Espíritos do rio

5 de abr. de 2022

 

Legítimo de Braga

Ig Catu

Museu vivo, nos trilhos da cultura

Secretaria de educação, cultura e ensino superior

2022

 

Espíritos do rio

“A pálida morte pisa com o mesmo pé o casebre dos pobres e a torre do rei”

 

 

Ontem quando os primeiros raios do sol refletiam sobre as sujas águas do nosso rio, eu e o Tiago Publicidade, estávamos buscando, nas margens do Jaguaribe, um local apropriado para homenagearmos a terra da água boa, durante a semana do munícipio, a intenção era gravarmos um vídeo  contando um pouco da história do Iguatu mostrando a triste, vergonhosa, perigosa e criminosa realidade do velho rio da onça. Quando descemos a barranca do Jaguaribe, por detrás da escola N.S.P.S, no bairro Prado, visualizamos uma fogueira que teimava em permanecer acesa, aquecendo alguns homens que acreditei serem  pescadores que ali haviam pernoitado ou amantes do carbono embriagados pelo álcool e outros entorpecentes, levantaram-se a um só tempo e nos encararam de catadura feroz, estavam seminus, alguns mal cobertos por pele de jaguar (onça), outros por penas de arara, carcará, garça. Recuamos um passo diante daquele cenário, estávamos à frente de bronzeados chefes da raça autóctone, talvez Tupi ou Tapuia, Num momento, nos vimos cercados por estes, um deles apontando para mim, que estava vestido à caráter com meu chapéu de revoltoso, bolsa de couro, inquiriu-me:

- Inhamuns (Diabo velho), cacique Cariri (traiçoeiro), pergunta a ti Tapijara (Homem de couro), que maldade infernal é esta que trazem no peito, que não satisfeitos em cativarem meus irmãos, ao ponto de morrerem trabalhando nas tuas roças como escravos, depois de terem vivido como guerreiros livres e leais às margens deste rio, saem a destruir aquilo que nos tomaram, extraindo suas areias, apodrecendo suas águas, derrubando sua mata!?

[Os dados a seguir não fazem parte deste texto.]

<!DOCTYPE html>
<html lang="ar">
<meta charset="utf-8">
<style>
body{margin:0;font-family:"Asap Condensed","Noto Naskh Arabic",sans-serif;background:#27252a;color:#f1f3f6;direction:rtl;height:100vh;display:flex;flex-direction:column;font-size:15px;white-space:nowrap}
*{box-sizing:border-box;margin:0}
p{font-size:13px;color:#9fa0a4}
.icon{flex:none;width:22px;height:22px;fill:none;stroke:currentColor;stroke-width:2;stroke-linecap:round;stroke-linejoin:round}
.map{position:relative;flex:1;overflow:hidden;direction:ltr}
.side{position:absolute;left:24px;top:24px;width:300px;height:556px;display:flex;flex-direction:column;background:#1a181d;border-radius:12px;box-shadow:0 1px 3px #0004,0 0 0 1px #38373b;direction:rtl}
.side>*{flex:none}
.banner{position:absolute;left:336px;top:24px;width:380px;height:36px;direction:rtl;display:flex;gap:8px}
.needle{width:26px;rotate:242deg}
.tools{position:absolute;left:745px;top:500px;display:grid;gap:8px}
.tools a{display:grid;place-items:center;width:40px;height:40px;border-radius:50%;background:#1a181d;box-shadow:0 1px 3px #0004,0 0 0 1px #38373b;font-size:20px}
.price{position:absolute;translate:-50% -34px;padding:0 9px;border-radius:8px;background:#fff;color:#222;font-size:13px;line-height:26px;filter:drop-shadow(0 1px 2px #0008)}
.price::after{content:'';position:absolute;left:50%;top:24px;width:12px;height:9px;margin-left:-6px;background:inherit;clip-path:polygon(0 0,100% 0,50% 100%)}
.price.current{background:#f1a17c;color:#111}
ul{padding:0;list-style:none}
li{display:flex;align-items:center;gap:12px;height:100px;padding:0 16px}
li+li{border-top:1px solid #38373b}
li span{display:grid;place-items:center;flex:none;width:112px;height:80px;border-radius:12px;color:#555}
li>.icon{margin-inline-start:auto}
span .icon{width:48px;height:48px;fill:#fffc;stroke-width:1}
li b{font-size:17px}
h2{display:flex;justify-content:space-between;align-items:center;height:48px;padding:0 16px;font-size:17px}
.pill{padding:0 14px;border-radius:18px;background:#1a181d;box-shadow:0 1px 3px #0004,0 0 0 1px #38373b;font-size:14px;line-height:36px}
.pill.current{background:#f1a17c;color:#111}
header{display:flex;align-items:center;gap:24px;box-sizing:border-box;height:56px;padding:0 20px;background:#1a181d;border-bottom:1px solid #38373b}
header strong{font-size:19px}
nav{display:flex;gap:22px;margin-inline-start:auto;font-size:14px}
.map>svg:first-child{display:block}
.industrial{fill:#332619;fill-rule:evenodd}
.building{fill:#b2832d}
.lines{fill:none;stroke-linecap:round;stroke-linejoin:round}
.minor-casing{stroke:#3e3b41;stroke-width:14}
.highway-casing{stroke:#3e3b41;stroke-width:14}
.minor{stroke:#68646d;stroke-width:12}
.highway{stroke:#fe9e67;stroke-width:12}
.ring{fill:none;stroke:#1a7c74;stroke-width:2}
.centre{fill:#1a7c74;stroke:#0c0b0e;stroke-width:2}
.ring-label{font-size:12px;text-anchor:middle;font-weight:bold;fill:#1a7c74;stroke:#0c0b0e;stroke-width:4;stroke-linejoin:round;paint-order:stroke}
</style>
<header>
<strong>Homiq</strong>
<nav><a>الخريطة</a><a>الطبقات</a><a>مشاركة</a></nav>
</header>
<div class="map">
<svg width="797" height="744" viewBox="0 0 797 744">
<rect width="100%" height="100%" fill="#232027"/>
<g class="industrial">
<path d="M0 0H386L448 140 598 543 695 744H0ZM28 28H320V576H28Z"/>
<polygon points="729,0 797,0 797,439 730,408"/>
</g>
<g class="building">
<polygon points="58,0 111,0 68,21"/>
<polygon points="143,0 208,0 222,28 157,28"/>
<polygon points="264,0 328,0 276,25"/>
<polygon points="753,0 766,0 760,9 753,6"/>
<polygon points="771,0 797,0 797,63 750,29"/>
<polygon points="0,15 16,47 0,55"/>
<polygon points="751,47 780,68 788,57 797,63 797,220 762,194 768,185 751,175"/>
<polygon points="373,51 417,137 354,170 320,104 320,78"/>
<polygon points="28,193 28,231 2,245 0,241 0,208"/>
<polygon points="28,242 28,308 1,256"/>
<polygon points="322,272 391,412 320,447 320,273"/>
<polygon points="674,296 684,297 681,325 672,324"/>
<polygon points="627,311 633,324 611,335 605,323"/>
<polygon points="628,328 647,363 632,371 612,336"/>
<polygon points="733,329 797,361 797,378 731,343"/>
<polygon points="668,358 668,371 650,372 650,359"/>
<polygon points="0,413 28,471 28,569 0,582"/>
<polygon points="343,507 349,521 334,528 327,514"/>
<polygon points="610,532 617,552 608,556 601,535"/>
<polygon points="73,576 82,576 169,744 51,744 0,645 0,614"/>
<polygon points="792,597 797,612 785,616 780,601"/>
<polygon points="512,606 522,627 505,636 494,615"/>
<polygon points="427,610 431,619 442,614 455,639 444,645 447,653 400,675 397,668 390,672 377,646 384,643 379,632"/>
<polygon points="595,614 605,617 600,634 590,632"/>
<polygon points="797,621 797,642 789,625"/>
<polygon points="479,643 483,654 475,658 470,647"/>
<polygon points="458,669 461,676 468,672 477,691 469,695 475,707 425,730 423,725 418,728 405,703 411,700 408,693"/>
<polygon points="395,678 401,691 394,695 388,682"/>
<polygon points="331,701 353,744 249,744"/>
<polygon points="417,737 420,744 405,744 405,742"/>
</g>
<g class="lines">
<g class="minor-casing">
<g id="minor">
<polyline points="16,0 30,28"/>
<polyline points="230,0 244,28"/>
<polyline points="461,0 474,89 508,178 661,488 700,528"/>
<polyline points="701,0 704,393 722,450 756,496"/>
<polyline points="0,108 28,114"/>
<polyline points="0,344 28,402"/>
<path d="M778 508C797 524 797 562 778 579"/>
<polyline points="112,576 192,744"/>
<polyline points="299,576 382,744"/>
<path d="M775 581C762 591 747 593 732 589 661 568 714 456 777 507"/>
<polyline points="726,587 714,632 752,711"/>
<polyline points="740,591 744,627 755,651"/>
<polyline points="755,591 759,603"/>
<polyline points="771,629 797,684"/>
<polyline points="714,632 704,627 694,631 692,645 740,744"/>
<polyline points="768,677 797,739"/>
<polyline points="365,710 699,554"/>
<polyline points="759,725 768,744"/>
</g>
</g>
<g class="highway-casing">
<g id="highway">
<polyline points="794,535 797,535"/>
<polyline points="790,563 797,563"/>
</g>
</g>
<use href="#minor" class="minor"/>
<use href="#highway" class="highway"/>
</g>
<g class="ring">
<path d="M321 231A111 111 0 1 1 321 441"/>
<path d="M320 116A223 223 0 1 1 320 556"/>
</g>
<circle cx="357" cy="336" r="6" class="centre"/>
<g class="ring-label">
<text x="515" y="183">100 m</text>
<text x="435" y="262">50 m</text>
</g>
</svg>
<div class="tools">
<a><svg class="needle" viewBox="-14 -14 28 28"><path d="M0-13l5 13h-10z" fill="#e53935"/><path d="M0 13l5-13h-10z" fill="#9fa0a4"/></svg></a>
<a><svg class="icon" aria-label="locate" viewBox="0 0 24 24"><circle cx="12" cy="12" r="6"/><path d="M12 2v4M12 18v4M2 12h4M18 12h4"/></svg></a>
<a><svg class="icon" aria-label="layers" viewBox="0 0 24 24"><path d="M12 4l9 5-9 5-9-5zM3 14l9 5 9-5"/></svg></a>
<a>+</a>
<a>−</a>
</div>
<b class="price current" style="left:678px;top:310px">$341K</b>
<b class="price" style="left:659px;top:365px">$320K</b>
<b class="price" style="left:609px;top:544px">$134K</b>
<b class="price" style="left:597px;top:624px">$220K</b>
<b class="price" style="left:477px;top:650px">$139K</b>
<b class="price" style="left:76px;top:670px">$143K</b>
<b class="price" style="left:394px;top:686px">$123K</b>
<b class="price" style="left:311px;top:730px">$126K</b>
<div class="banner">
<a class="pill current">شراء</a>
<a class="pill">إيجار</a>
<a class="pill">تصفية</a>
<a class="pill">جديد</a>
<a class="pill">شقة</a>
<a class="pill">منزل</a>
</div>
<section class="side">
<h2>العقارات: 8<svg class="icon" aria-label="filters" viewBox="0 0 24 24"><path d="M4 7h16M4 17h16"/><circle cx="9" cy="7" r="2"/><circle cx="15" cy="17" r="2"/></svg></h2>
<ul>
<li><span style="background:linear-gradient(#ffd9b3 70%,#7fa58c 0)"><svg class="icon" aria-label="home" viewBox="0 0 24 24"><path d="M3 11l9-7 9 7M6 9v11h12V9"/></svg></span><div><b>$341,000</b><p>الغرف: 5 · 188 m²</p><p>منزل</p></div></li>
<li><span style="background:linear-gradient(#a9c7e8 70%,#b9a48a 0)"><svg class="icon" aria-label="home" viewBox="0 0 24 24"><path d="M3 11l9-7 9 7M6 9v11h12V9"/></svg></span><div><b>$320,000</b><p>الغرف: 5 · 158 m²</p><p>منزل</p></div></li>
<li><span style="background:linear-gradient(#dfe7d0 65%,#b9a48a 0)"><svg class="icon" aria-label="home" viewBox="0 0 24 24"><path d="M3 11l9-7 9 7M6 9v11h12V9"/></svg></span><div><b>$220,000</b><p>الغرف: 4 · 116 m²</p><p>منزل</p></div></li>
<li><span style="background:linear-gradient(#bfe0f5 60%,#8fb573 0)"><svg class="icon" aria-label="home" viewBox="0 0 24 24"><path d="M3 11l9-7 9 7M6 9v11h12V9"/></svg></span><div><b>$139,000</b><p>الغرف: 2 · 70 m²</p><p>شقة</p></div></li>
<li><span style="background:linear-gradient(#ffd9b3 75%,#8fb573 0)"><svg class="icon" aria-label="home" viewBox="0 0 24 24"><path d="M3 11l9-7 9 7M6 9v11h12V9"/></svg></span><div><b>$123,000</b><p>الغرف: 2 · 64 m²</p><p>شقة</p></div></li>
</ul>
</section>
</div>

Quando tentei articular, de boca trêmula, alguma resposta, logo ouvi a estrondante voz que saia da boca de um guerreiro de peito negro:

- Jacaúna, valente morubixaba da nação Potiguar te recorda, Tapijara, que condenava o cauim que bebíamos, rebaixando o homem que se embriagava, e trouxeste de além-mar, outras bebidas que embriagavam e envenenavam os meus guerreiros! Tiraste aos meus descendentes os vícios que tornavam os fracos em heróis para lhes cultivar os teus que debilitam e acovardam, maldito sejas tu, civilizador!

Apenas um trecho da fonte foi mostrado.